What Hobbes seems to me to be arguing is that the question of the authority of the Bible is the wrong one: when you think it through, he says, it doesn't matter whether it is the word of God. He comes to this rather counterintuitive conclusion by breaking down the question of the authority of Scripture into two things people actually mean when they say this: 1) How we know the scriptures to be the word of God? And 2), Why we believe them to be so? He says these are the wrong questions: "For it is believed on all hands that the first and original author of them is God," so everybody believes it. Again, "it is manifest that none can know they are God's word (though all true Christians believe it) but those to whom God himself hath revealed it supernaturally;” so nobody knows it. “The question truly stated is: By what authority they are made law?” The question is why—or if—anyone obeys it. That is, the fact that they may come from God is irrelevant: as humanly promulgated documents, texts are all alike: the scriptures can have no power to compel assent; it takes a state to make them law. So there is nothing inherent in scripture that makes it scripture: the state’s decision to compel obedience is the only difference that matters.
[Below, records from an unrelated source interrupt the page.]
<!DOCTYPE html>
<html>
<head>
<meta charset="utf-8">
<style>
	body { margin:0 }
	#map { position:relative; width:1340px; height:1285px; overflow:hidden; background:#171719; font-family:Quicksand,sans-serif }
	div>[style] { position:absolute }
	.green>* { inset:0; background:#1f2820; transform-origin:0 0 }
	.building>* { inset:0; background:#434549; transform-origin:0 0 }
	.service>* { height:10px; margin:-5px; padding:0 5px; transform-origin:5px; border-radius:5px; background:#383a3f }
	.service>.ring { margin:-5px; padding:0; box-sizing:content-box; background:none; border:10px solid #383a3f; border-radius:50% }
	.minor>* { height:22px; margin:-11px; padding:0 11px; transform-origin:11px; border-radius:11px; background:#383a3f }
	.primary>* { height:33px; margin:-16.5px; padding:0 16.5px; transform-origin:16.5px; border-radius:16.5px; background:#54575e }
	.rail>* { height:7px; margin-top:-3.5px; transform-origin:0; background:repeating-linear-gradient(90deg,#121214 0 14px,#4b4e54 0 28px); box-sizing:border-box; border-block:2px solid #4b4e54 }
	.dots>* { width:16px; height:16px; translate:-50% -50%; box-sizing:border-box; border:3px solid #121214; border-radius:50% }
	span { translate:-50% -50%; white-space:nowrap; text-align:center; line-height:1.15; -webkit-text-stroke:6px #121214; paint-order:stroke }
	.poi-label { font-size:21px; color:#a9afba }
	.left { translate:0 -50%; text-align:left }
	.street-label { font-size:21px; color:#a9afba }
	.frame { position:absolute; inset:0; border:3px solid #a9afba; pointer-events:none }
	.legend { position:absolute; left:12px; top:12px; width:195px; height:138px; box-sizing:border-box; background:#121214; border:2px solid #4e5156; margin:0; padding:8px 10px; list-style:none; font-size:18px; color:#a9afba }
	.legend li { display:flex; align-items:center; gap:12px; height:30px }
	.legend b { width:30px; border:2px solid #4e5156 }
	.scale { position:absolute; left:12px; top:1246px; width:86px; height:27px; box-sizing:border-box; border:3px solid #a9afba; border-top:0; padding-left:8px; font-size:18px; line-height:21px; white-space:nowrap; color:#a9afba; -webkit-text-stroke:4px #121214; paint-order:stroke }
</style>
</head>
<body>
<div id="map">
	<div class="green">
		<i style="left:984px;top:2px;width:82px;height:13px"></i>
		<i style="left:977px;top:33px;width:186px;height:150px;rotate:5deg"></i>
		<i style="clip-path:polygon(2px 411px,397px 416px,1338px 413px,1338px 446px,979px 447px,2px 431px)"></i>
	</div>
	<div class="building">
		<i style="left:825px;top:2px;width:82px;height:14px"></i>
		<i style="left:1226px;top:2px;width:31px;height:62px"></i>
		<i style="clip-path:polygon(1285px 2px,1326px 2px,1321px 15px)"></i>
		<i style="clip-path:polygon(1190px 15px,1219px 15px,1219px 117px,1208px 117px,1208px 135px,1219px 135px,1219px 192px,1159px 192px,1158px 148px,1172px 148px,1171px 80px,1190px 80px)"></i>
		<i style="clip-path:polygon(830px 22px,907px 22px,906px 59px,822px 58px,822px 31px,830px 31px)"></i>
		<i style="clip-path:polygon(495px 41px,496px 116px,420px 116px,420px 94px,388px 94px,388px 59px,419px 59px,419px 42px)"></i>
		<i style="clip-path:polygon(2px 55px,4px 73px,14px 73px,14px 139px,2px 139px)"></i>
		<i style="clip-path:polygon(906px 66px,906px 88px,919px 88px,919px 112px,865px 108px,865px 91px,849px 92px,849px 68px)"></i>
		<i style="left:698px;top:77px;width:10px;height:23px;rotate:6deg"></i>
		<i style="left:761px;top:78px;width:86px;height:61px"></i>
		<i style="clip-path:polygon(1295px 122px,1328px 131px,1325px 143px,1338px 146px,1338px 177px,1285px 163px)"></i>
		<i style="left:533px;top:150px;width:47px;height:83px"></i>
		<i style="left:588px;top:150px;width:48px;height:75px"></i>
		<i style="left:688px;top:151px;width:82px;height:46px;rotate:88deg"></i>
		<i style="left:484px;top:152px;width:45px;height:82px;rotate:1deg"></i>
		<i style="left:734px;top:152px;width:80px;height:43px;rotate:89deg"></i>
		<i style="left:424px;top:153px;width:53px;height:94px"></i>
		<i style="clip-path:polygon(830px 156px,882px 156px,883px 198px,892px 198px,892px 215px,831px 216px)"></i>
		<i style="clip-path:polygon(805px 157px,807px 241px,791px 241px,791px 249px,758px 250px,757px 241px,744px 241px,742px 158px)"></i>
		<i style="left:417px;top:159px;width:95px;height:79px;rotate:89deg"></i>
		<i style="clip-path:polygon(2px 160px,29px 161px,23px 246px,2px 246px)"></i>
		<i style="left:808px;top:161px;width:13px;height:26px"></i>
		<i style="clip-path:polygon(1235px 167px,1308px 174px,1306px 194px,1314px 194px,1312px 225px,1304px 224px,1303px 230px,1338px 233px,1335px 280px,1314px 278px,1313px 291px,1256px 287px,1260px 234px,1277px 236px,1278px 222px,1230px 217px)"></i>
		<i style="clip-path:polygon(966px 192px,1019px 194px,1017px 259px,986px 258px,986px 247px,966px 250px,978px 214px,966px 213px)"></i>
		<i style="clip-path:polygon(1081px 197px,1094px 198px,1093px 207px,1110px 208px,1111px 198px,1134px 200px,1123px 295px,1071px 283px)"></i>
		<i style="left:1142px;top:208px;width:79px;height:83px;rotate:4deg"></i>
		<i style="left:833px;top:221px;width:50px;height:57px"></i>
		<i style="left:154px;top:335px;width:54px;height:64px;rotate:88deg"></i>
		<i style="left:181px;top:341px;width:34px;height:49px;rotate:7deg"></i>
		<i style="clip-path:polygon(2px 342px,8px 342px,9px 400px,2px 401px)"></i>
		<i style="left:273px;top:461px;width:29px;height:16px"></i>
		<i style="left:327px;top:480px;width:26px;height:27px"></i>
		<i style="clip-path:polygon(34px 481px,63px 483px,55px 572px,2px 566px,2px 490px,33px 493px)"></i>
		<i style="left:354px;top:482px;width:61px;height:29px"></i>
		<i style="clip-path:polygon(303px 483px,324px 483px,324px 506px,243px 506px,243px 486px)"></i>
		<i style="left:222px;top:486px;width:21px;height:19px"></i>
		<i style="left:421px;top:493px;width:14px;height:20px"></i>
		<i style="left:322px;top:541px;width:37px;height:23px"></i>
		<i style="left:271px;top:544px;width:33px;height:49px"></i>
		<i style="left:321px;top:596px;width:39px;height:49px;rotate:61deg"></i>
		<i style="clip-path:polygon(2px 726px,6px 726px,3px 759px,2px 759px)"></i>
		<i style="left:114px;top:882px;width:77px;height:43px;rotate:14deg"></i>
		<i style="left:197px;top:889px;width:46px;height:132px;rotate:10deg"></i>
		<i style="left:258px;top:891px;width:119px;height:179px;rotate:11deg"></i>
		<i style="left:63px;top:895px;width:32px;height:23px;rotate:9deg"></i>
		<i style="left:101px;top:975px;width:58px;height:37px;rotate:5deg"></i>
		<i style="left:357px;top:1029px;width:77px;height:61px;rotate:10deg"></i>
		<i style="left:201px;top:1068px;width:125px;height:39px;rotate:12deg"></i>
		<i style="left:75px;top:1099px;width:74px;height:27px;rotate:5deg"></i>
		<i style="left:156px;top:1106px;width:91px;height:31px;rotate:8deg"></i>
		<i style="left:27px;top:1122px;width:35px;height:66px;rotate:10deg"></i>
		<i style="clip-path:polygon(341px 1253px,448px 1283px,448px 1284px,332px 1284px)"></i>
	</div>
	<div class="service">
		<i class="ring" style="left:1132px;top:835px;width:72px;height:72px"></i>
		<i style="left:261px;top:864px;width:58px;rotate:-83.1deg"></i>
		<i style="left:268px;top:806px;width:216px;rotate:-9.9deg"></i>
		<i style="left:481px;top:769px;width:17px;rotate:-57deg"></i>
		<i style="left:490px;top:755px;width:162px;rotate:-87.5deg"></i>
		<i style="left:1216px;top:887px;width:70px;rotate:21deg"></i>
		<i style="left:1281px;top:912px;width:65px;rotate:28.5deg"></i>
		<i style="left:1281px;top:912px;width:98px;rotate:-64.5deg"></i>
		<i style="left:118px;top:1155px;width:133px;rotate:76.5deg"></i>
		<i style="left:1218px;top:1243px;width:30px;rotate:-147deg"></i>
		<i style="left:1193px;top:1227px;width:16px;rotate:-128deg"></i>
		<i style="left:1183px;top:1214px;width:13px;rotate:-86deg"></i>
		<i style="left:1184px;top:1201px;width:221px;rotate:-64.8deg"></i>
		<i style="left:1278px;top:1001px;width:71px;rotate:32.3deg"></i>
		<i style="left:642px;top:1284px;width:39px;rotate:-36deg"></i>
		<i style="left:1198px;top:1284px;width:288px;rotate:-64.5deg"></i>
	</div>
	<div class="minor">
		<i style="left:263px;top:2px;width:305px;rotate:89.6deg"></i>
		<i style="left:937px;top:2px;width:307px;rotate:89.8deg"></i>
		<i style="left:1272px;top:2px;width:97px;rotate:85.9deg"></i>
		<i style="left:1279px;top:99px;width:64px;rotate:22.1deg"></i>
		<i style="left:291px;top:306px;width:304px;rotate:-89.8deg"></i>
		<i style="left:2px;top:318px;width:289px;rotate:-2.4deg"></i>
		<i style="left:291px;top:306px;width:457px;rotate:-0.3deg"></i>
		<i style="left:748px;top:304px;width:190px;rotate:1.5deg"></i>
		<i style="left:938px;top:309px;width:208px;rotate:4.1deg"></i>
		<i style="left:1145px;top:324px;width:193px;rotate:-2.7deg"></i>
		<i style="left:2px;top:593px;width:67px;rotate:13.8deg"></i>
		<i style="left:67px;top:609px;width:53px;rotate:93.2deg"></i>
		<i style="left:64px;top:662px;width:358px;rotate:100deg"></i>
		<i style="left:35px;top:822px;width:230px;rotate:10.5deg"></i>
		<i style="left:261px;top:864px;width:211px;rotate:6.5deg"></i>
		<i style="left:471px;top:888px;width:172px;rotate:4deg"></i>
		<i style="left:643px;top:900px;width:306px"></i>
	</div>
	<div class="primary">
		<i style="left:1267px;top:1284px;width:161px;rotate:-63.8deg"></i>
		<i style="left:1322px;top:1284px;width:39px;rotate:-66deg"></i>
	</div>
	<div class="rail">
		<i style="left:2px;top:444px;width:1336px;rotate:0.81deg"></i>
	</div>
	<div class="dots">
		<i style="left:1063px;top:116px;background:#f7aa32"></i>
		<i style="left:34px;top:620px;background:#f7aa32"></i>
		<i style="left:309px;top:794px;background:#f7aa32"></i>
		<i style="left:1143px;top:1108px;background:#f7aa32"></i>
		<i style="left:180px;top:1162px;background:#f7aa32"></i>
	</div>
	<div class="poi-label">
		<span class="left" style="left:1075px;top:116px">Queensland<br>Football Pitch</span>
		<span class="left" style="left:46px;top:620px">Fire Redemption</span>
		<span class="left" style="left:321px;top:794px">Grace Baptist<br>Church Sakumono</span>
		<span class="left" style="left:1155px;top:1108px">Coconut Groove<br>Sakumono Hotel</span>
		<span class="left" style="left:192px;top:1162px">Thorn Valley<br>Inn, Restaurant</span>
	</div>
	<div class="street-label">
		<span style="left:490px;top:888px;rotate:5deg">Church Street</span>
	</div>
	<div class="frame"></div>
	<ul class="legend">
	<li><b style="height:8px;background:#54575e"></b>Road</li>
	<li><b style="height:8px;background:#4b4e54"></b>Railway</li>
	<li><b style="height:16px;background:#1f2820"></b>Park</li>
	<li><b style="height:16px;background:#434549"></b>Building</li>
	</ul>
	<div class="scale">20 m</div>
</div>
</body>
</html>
At the point commonly recognized as one of the founding moments of Biblical studies, Hobbes makes a series of deft moves to shut it down, to prove the debate would be fruitless. He argues that all the philology in the world won’t change the essential fact that the text is just a text. Nothing in the text, says Hobbes, can prove it’s the word of God. No matter what history lies behind the Bible, the end result, the document it produced, is just like any other document.

Now, Hobbes' political theory also assumes a theory of language, which is that all texts do by themselves is communicate information.* In this theory, all laws have the same status vis a vis the state: they need someone with control over violence to enforce them. So the question of authorship is moot: it’s very interesting, but it doesn’t change anything.

This, Hobbes would say, is the boat that Biblical studies missed: once church and state are separated, the Bible is de facto not authoritative any more, and de facto is all that matters. Once we accept the theory that all texts are the same—that communication through writing is necessary, but invisible and functionally uniform, the question of what the Bible did and does is off the table.

Interestingly, there is a thread in Weber’s theory of the state that casts a radically different light on the whole thing. But I'll leave that for my book.


*That is, if I understand it correctly. Today John Kelly pointed me to some work by Quentin Skinner which argues that Hobbes actually has a whole semiotic theory that's different from the two early Modern poles usually posited, at least in anthropological linguistics, of Locke and Herder. We shall see!

5 comments:

elf said...

I don't understand. For those who believe that God's authority lies behind the Bible and that God has the ability to punish and reward, the Bible is de facto authoritative, is it not?

Jerry A. said...

Hi Elf,

This is true, but in a completely relvativistic way for everyone other than the believers themselves. In other words, some may believe God had promulgated laws through the Hebrew Bible and New Testament that He enforces after we die or in other ways, others may believe that He has done so through the Qur'an and Shari'a, others through the Hebrew Bible and Jewish legal traditon. No one can produce an account of their version of divine law that would compel others to accept it, so what we're left with is a world where everyone's beliefs are relative.

According to this account, any other alternative is worse, since it involves coercing people, forced conversions, burning at the stake--in other words, the exact situation in the early modern period that Hobbes and Spinoza were responding to. That's my pocket history of liberal democracy--a bad comic-book version, but it will have to do.